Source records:
┌────────
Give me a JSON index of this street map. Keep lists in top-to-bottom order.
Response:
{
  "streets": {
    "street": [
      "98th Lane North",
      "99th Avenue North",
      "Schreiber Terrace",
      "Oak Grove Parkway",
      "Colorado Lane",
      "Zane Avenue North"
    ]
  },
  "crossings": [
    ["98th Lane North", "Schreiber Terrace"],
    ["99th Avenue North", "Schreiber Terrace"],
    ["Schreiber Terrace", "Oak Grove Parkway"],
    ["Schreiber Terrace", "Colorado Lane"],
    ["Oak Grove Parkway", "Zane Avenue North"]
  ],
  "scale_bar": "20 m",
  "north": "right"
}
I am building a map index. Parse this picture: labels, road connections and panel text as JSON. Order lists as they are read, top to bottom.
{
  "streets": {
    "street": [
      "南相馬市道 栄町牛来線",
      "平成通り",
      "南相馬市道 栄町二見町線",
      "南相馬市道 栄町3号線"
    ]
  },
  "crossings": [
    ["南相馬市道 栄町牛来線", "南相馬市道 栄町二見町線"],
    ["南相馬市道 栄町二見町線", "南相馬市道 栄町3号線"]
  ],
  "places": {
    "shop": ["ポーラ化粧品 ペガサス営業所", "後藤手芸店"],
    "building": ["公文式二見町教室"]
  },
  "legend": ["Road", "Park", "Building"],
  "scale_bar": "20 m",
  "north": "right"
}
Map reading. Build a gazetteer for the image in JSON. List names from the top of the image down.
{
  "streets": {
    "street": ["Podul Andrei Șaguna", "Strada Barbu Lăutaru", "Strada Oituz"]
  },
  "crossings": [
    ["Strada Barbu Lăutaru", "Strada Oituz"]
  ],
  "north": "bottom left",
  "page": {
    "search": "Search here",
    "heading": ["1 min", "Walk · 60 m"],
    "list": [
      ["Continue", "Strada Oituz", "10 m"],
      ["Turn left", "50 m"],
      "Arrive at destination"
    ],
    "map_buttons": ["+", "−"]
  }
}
└────────
What this task involves: Write out all the entries once more, exactly.

Result:
Give me a JSON index of this street map. Keep lists in top-to-bottom order.
Response:
{
  "streets": {
    "street": [
      "98th Lane North",
      "99th Avenue North",
      "Schreiber Terrace",
      "Oak Grove Parkway",
      "Colorado Lane",
      "Zane Avenue North"
    ]
  },
  "crossings": [
    ["98th Lane North", "Schreiber Terrace"],
    ["99th Avenue North", "Schreiber Terrace"],
    ["Schreiber Terrace", "Oak Grove Parkway"],
    ["Schreiber Terrace", "Colorado Lane"],
    ["Oak Grove Parkway", "Zane Avenue North"]
  ],
  "scale_bar": "20 m",
  "north": "right"
}
I am building a map index. Parse this picture: labels, road connections and panel text as JSON. Order lists as they are read, top to bottom.
{
  "streets": {
    "street": [
      "南相馬市道 栄町牛来線",
      "平成通り",
      "南相馬市道 栄町二見町線",
      "南相馬市道 栄町3号線"
    ]
  },
  "crossings": [
    ["南相馬市道 栄町牛来線", "南相馬市道 栄町二見町線"],
    ["南相馬市道 栄町二見町線", "南相馬市道 栄町3号線"]
  ],
  "places": {
    "shop": ["ポーラ化粧品 ペガサス営業所", "後藤手芸店"],
    "building": ["公文式二見町教室"]
  },
  "legend": ["Road", "Park", "Building"],
  "scale_bar": "20 m",
  "north": "right"
}
Map reading. Build a gazetteer for the image in JSON. List names from the top of the image down.
{
  "streets": {
    "street": ["Podul Andrei Șaguna", "Strada Barbu Lăutaru", "Strada Oituz"]
  },
  "crossings": [
    ["Strada Barbu Lăutaru", "Strada Oituz"]
  ],
  "north": "bottom left",
  "page": {
    "search": "Search here",
    "heading": ["1 min", "Walk · 60 m"],
    "list": [
      ["Continue", "Strada Oituz", "10 m"],
      ["Turn left", "50 m"],
      "Arrive at destination"
    ],
    "map_buttons": ["+", "−"]
  }
}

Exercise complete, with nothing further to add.